Work task:
Lines holding the word "list" are the ones to copy from the data below.

Supplied records:

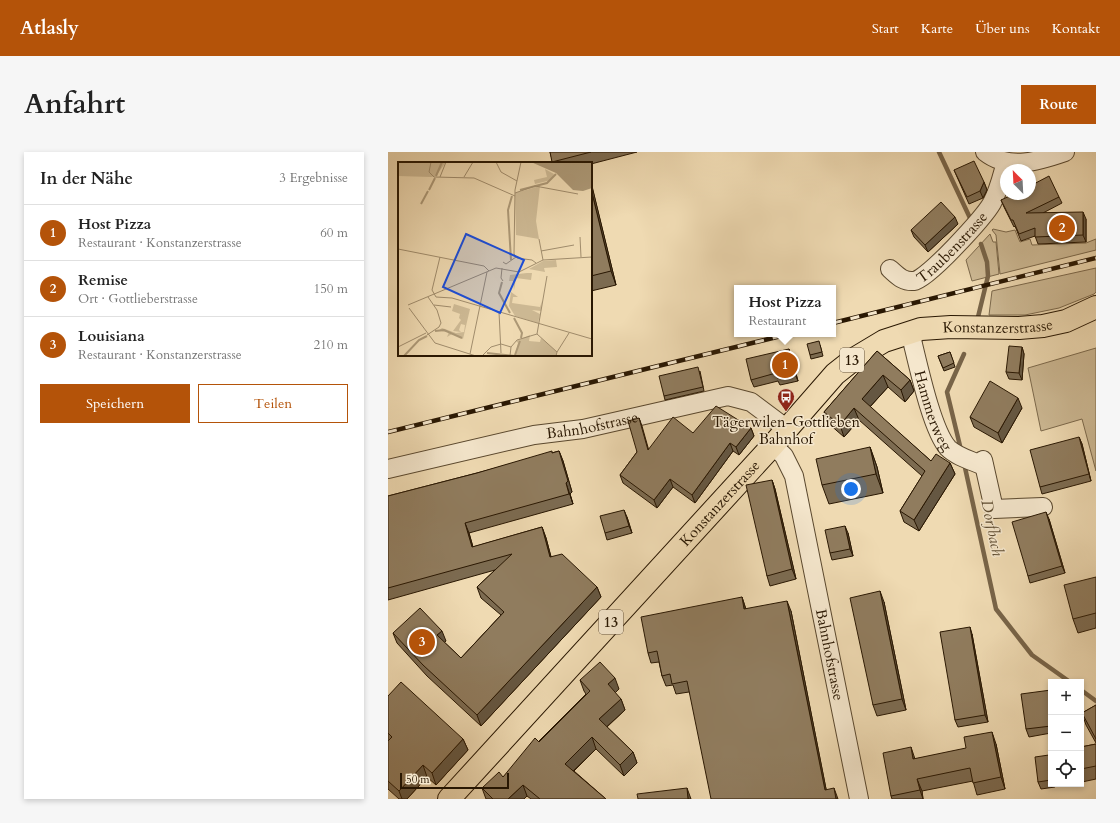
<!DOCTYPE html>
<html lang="de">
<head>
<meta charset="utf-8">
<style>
	:root { --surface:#fff; --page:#f6f6f6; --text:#222; --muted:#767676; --line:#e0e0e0; --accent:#b45309 }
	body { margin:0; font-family:Cardo,serif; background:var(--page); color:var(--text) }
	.controls { position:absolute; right:12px; bottom:12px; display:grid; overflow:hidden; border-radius:0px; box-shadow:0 2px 6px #0003 }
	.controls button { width:36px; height:36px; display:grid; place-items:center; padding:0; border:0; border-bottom:1px solid var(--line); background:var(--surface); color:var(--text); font:20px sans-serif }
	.compass { position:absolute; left:612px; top:12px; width:36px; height:36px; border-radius:50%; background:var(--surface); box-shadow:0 2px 6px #0003; rotate:336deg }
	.scale { position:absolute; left:12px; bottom:10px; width:109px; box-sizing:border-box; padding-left:4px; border:2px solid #291702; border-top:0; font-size:11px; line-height:14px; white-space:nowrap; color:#291702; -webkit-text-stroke:3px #f5e7cd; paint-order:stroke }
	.you { position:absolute; left:463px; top:337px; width:14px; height:14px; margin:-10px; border:3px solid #fff; border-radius:50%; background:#1a73e8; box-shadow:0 0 0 6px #1a73e833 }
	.badge { display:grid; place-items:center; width:26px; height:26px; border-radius:50%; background:var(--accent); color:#fff; font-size:13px; font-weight:700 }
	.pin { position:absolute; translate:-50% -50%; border:2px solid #fff; box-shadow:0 1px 4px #0006 }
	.popup { position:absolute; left:346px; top:133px; width:102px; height:52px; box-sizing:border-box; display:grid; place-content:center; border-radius:0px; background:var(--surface); filter:drop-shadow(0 1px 3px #0005); font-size:13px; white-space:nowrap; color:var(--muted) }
	.popup b { font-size:15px; color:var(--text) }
	.popup::after { content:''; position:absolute; left:50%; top:100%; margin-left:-8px; border:8px solid transparent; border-top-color:var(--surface) }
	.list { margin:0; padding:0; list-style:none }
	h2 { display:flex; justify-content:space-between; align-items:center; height:52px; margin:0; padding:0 16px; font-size:17px }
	h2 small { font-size:13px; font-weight:400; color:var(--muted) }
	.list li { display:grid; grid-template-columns:26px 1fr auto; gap:12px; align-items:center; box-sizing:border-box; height:56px; padding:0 16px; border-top:1px solid var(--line) }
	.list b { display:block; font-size:15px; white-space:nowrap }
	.list p { margin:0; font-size:13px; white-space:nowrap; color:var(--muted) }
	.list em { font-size:13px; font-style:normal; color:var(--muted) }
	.actions { display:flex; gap:8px; padding:12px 16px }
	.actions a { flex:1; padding:9px 0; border:1px solid var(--accent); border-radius:0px; text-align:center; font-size:14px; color:var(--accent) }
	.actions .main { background:var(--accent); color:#fff }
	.icon { flex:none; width:22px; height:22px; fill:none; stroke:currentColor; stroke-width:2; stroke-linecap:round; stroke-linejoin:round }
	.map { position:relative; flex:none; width:708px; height:647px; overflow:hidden; border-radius:0px }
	header { display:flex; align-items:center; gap:24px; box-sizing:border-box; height:56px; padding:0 20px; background:var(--accent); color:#fff }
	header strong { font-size:19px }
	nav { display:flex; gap:22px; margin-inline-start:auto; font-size:14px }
	.intro { display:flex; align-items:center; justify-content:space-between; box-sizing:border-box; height:96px; padding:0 24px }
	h1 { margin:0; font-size:28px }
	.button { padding:10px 18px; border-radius:0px; background:var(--accent); color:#fff; font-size:14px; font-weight:700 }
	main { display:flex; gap:24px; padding:0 24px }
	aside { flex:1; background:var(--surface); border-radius:0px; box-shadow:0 2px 6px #0003 }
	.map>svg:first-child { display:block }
	.green { fill:#cdb994; stroke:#7b684b }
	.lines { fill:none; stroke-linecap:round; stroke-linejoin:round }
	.stream { stroke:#786448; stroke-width:4.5 }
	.minor-casing { stroke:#5a482e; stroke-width:20 }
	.major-casing { stroke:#291702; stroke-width:24 }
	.minor { stroke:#f5e7cd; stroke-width:18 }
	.major { stroke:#efdab2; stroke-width:22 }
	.rail-casing { stroke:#291702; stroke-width:4.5 }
	.rail { stroke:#f5e7cd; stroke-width:3; stroke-dasharray:9; stroke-linecap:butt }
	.wall { fill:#7c6b51; stroke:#291702 }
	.shaded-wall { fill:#655742; stroke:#291702 }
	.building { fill:#907c5e; stroke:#291702 }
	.labels { text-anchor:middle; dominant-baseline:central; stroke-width:3; stroke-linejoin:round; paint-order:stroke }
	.shield { fill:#f5e7cd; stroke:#66553f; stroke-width:1 }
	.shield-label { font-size:14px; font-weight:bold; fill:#291702 }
	.street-label { font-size:15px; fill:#291702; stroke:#f5e7cd }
	.poi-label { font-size:15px; fill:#291702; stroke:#f5e7cd }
	.water-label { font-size:16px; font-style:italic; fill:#5d4b30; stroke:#f5e7cd }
	.inset-river { fill:none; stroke:#ac9876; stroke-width:2 }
	.inset-road { fill:none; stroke:#a08c6c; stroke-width:1 }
	.view { fill:#1d4ed8; fill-opacity:0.15; stroke:#1d4ed8; stroke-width:2 }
	.inset-edge { fill:none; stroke:#291702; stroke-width:2 }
</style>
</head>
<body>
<header>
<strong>Atlasly</strong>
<nav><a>Start</a><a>Karte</a><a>Über uns</a><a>Kontakt</a></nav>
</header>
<div class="intro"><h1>Anfahrt</h1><a class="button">Route</a></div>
<main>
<aside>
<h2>In der Nähe<small>3 Ergebnisse</small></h2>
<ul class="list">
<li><span class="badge">1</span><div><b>Host Pizza</b><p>Restaurant · Konstanzerstrasse</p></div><em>60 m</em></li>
<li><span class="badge">2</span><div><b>Remise</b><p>Ort · Gottlieberstrasse</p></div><em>150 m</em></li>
<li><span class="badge">3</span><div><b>Louisiana</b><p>Restaurant · Konstanzerstrasse</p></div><em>210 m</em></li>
</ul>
<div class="actions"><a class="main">Speichern</a><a>Teilen</a></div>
</aside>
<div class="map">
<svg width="708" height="647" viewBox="0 0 708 647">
	<rect width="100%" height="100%" fill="#efdab2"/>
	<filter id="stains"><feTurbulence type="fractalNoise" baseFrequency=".005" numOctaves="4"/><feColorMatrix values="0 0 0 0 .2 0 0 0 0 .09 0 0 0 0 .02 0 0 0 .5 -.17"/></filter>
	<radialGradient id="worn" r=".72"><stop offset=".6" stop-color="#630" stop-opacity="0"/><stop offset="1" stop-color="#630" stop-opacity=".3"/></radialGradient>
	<path class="green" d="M605,77l13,3 9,-2 5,12 10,-3 2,6 54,-2 10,-4v11l-96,24 -4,-39 -4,-5z
		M602,82l3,8h3l3,32 -27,7 -6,-21z
		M708,116v24l-2,2 -35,14 -34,7h-36l3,-24z
		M708,196v123l-14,-52 -41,12 -13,-63z"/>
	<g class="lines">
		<path class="stream" d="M551,0l31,66
			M590,165l10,-41 -1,-14 -6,-18
			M573,298l-14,-58 17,-38
			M576,311l32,146 36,46 38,27
			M693,538l15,11"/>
		<g class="minor-casing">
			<g id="minor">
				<path d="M597,0c24,19 54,9 80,0"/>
				<path id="s1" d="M502,117c8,7 13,13 24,12 13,-1 70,-64 78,-78 7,-13 10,-27 14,-41"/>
				<path id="s2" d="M522,180c7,27 21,97 38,116 9,9 25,13 36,18"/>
				<path id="s3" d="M385,293l11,11 10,20 65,323"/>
				<path d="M595,308l11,49 49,-2"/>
				<path id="s4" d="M0,317l146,-34 49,-6 145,-33 23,6 36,27"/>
			</g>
		</g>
		<g class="major-casing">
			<g id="major">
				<path id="s5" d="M61,647l324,-354 62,-71 19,-15 30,-18 37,-12 30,-2 68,1 24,-2 23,-5 30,-14"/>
			</g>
		</g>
		<use href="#minor" class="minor"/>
		<use href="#major" class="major"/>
		<g class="rail-casing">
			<path id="rail" d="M445,171l263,-65
				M0,280l401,-98"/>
		</g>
		<use href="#rail" class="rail"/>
	</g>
	<path class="wall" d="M162,0h87l-46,12v-1h-38z
		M566,18l30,12 3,8 -4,8 -14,6z
		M203,31l25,102 -25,6z
		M671,45l3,6 -19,10 43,6v23l-48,2 -3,-8 -14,5 -6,-15 -1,1 -10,-20 -3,-7z
		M570,72l-30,28 -14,-15 -3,-7z
		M432,193l3,11 -12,3 -1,-4z
		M634,195l2,7 -2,26 -13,-1 -3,-7z
		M401,197l2,7 7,25 -18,4 -2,-4 -24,6 -3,-7z
		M489,199l33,29 4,11 -9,11 -17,-15 -18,20 61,54 19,2 5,11 -36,57 -15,-9 -4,-11 22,-35 -63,-56 -15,17 -16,-14 -4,-11z
		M562,200l5,15 -11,4 -6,-15z
		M312,219l4,20 -39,9 -1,-4z
		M634,256l-20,35 -28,-16 -4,-10z
		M251,266l9,32 45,-17 58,-5 3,8 -15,19 -6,-4 -38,52 -22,-16 -16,21 -34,-25 -3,-8 17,-23z
		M691,285l3,7 9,37 -49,13 -2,-7z
		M482,295l7,20 6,26 -54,11 -7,-19z
		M171,299l4,10 9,31 -2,2 3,10 -104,29 4,14 69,-20 4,11 5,19 46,30 4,10 -120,129 -54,-50 -30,-33 -4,-10 53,8 -2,1 17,16 40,-43 -20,-17 -4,-11 18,-17 -107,30v-104l89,-23z
		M384,328l3,9 21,90 -26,7 -3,-10z
		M239,365l5,16 -25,7 -2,-7z
		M661,367l16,54 -35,10 -2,-7z
		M460,381l5,23 -21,4 -2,-7z
		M708,425v51l-18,5 -5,-14z
		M354,445l4,12 45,2 35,178 12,10 -149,-107 -13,2 -3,-9 -7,1 -4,-10 -3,-14 -8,1 -3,-10z
		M496,450l22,108 -29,6 -4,-11z
		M584,482l16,88 -30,5 -3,-7z
		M192,528l39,9 -4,4 6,6 4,11 -18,17 26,25 4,11 -13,13 -28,-27 -22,22 32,28h-75l-4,-3 -3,3h-38l-4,-11 21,-11 83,-83 -2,-3z
		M663,538v43l-22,4 -3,-8z
		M0,544l75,43 5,11 -32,35 -9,-8 -20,22h-8l-11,-10z
		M708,553v38l-10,-18 -4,-12z
		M608,592l9,45 -28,6 -4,-14 -51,10 1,8h-31l-1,-3 24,-37z
		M708,592v35l-14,3 -1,-3v-32z
		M661,603l2,5v24h4v3l-14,2 -3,-7z"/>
	<path class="shaded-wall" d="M596,30l3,8 -4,8 -3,-7z
		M203,31l1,3 24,99 -5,-14 -20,-82z
		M695,60l3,7v23l-3,-7z
		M567,65l3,7 -30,28 -3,-7z
		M634,195l2,7 -2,26 -3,-7z
		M401,197l2,7 7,25 -3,-7z
		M495,223l5,12 -22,24 -4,-12z
		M522,228l4,11 -9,11 -4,-12z
		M630,246l4,10 -20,35 -4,-10z
		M466,256l5,12 -15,17 -4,-12z
		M251,266l3,8 9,32 -3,-8z
		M363,276l3,8 -15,19 -3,-8z
		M691,285l3,7 9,37 -2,-7z
		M342,291l3,8 -38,52 -3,-8z
		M482,295l7,20 6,26 -7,-19z
		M171,299l4,10 9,31 -2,2 3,10 -7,-21z
		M562,311l5,11 -36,57 -5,-11z
		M282,327l3,8 -16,21 -3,-8z
		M384,328l3,9 21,90 -4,-10z
		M236,358l3,7 5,16 -3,-7z
		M658,360l3,7 16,54 -3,-7z
		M77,371l4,10 7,25 -4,-11z
		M457,374l3,7 5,23 -3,-7z
		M154,375l4,11 8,30 -4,-11z
		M209,435l4,10 -120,129 -4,-11z
		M492,439l4,11 22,108 -4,-11z
		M354,445l3,10 3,13 -4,-11z
		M399,449l4,10 37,188 -3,-9z
		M582,475l2,7 16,88 -3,-7z
		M54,479l4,10 -5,5 -4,-11z
		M227,526l4,11 -7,7 -4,-12z
		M233,547l4,11 -22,20 -4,-11z
		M604,580l4,12 9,45 -4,-12z
		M204,585l4,12 -27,26 -4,-11z
		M75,587l5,11 -32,35 -4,-12z
		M523,595l4,12h-2z
		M245,600l4,11 -13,13 -4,-11z
		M35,613l4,12 -20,22h-5l-3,-8z
		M529,627l5,12 1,8 -3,-9z
		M135,633l4,11 -3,3h-16z
		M299,636l4,11h-3z
		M446,636l4,11h-2z"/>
	<path class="building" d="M162,0h41l-39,10z
		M586,9l10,21 -4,9 -13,6 -13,-27z
		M661,24l10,21 -33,16 57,-1v23l-48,2v-9l-16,6 -6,-14h-2l-10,-20 13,-6h16v-8z
		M203,37l20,82 -20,5z
		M553,50l14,15 -30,28 -14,-15z
		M431,189l3,11 -12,3 -3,-11z
		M621,194l13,1 -3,26 -13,-1z
		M401,197l6,25 -18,4 -1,-5 -25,7 -5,-21z
		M489,199l33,29 -9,10 -18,-15 -21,24 69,62 5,-7 14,9 -36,57 -14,-9 25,-40 -71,-63 -14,17 -16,-13z
		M562,200l4,11 -11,5 -5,-12z
		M310,215l5,20 -39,9 -5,-20z
		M602,229l28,17 -20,35 -28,-16z
		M328,254l35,22 -15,19 -6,-4 -38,52 -22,-16 -16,21 -34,-25 17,-23 -9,-31 11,-3 9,32 25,-33 20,16z
		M691,285l10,37 -49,13 -10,-37z
		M482,295l6,27 -54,11 -6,-26z
		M164,299v2l7,-2 9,30 -2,2 3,11 -104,29 7,24 70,-20 8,30 12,-3 35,33 -120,128 -54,-50 -30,-32 27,-25 22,23 -5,4 24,23 43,-46 -27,-25 35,-33 -124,34v-92l89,-23z
		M384,328l20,89 -25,7 -21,-91z
		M236,358l5,16 -24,7 -5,-17z
		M658,360l16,54 -34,10 -16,-54z
		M457,374l5,23 -20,4 -5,-23z
		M708,425v36l-23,6 -9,-34z
		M492,439l22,108 -29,6 -23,-107z
		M354,445l2,12 43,-8 38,189 9,-2 2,11h-125l-24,-118 -15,3 -2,-10 -8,2 -5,-25 -9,2 -7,-36z
		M582,475l15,88 -30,5 -15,-88z
		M212,510l15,16 -7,6 13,15 -22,20 34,33 -13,13 -28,-28 -27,27 41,35h-66l-17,-14 -15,14h-15l-11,-11 17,-16 4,5 32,-39 4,4 51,-51 -10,-11z
		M13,530l62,57 -31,34 -9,-8 -24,26 -11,-10v-40l4,-4 -4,-4v-37z
		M663,538v36l-25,3 -5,-35z
		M708,553v34l-14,-26z
		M604,580l9,45 -28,6 -3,-15 -53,11 3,11 -29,6 -8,-43 28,-6 2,12 53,-11 -2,-11z
		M708,592v22l-15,3v-22z
		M661,603l2,14v11l-13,2 -3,-25z
		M299,636l1,11h-50l-1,-5z"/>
	<defs>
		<g id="bus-pin" transform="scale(0.9)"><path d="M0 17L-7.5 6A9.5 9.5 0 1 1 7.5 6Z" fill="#8f2418" stroke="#f5e7cd"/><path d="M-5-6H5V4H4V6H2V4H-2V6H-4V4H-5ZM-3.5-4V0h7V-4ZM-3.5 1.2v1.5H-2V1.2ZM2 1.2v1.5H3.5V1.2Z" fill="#fff"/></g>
	</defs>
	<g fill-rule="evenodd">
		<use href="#bus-pin" x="398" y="245"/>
	</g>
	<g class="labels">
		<g class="shield">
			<rect x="452" y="196" width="24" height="24" rx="3"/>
			<rect x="211" y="458" width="24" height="24" rx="3"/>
		</g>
		<g class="shield-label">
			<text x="464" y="208">13</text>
			<text x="223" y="470">13</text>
		</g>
		<g class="street-label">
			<text stroke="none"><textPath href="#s1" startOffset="79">Traubenstrasse</textPath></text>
			<text stroke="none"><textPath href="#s5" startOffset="749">Konstanzerstrasse</textPath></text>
			<text stroke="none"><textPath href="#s2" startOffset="82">Hammerweg</textPath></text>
			<text stroke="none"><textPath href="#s4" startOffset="209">Bahnhofstrasse</textPath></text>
			<text stroke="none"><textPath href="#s5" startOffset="401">Konstanzerstrasse</textPath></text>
			<text stroke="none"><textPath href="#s3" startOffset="220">Bahnhofstrasse</textPath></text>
		</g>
		<g class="poi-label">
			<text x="398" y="270">Tägerwilen-Gottlieben<tspan x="398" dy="17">Bahnhof</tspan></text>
		</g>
		<g class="water-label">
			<text transform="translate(604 376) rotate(78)">Dorfbach</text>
		</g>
	</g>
	<g transform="translate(10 10)">
		<rect width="194" height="194" fill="#efdab2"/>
		<path d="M0,0h48l-10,14 -5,1 -33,-1zM147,7l9,5 -3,6 -16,4 -1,-4 13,-3zM142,24l-4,35 3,18 -23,-4 -1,-42zM158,98l1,7 -13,1 1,4 -16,-3 14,-8zM129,111h5l-1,7 -15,-2 -2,12 -1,-9h-4l1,-6zM113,130l7,5h-5l-1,6 28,4 2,-6 -1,10 -9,-1 8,4 -2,9 -23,-7 -6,-10zM56,142l16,5 -7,30 -11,-5 -5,3 2,-5 -11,-1 4,-3 14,5 8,-1 1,-7 -4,-1 -2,6 2,2 -8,-1 8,-11 -2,-2 1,-4 3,1 -11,-4zM132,173l-1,6 11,1 1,-4 16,14 -1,4h-41l3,-13 -2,-2z" fill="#cdb994"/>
		<path d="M133,0h61v26l-9,3 -10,-1 -17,-17z" fill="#ac9876"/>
		<path class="inset-river" d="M165,0l29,3M38,14l6,-14M31,28l6,-12M122,28l27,-7 9,-9M23,42l7,-13M113,98l-3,-50 4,-14M104,120l-3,11 11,20M116,156l8,15 -1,5M37,169l9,-1 18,8M89,191l28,3M117,193l5,-14M6,194l15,-16 8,-4"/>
		<path class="inset-road" d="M33,0l-2,10 5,5 40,1 41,18M98,0l5,10 16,9M123,0l-6,28 -1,64 3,4 15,2 4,3M42,15l6,-15M66,15l9,-15M117,31l20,-7 43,8M182,75l1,20M141,77l4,21M0,87l86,17 5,5M143,89l33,-6M42,95l-8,33 4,7 16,1 140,41M105,100l3,2 10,-7M104,106l-1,10 2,3M10,143l88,-37 23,4 24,-12 49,-3M36,143l17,2M11,146l26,35 41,13M101,150l2,41M139,172l20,18 -1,4M29,173l12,-8 2,-4 -4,-13 -9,-13M0,185l28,-14M159,190l12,-19M72,192l17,-82M84,194l9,-9 10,-3 10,3M112,194l1,-9 6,-7 20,-6 10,-58"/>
		<path class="view" d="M68,72l58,26 -24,53 -57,-26z"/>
		<rect width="194" height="194" class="inset-edge"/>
	</g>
	<rect width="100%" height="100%" filter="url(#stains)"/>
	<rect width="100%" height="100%" fill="url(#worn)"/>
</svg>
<div class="controls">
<button>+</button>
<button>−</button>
<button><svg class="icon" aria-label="locate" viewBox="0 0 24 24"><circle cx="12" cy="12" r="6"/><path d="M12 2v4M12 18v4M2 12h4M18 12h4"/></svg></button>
</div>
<svg class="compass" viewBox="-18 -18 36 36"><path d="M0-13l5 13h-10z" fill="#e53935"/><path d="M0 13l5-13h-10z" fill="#767676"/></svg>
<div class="scale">50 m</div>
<div class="you"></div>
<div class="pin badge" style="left:397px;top:213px">1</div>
<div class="popup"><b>Host Pizza</b>Restaurant</div>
<div class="pin badge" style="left:674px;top:76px">2</div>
<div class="pin badge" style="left:34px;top:490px">3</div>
</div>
</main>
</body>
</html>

Result:
	.list { margin:0; padding:0; list-style:none }
	.list li { display:grid; grid-template-columns:26px 1fr auto; gap:12px; align-items:center; box-sizing:border-box; height:56px; padding:0 16px; border-top:1px solid var(--line) }
	.list b { display:block; font-size:15px; white-space:nowrap }
	.list p { margin:0; font-size:13px; white-space:nowrap; color:var(--muted) }
	.list em { font-size:13px; font-style:normal; color:var(--muted) }
<ul class="list">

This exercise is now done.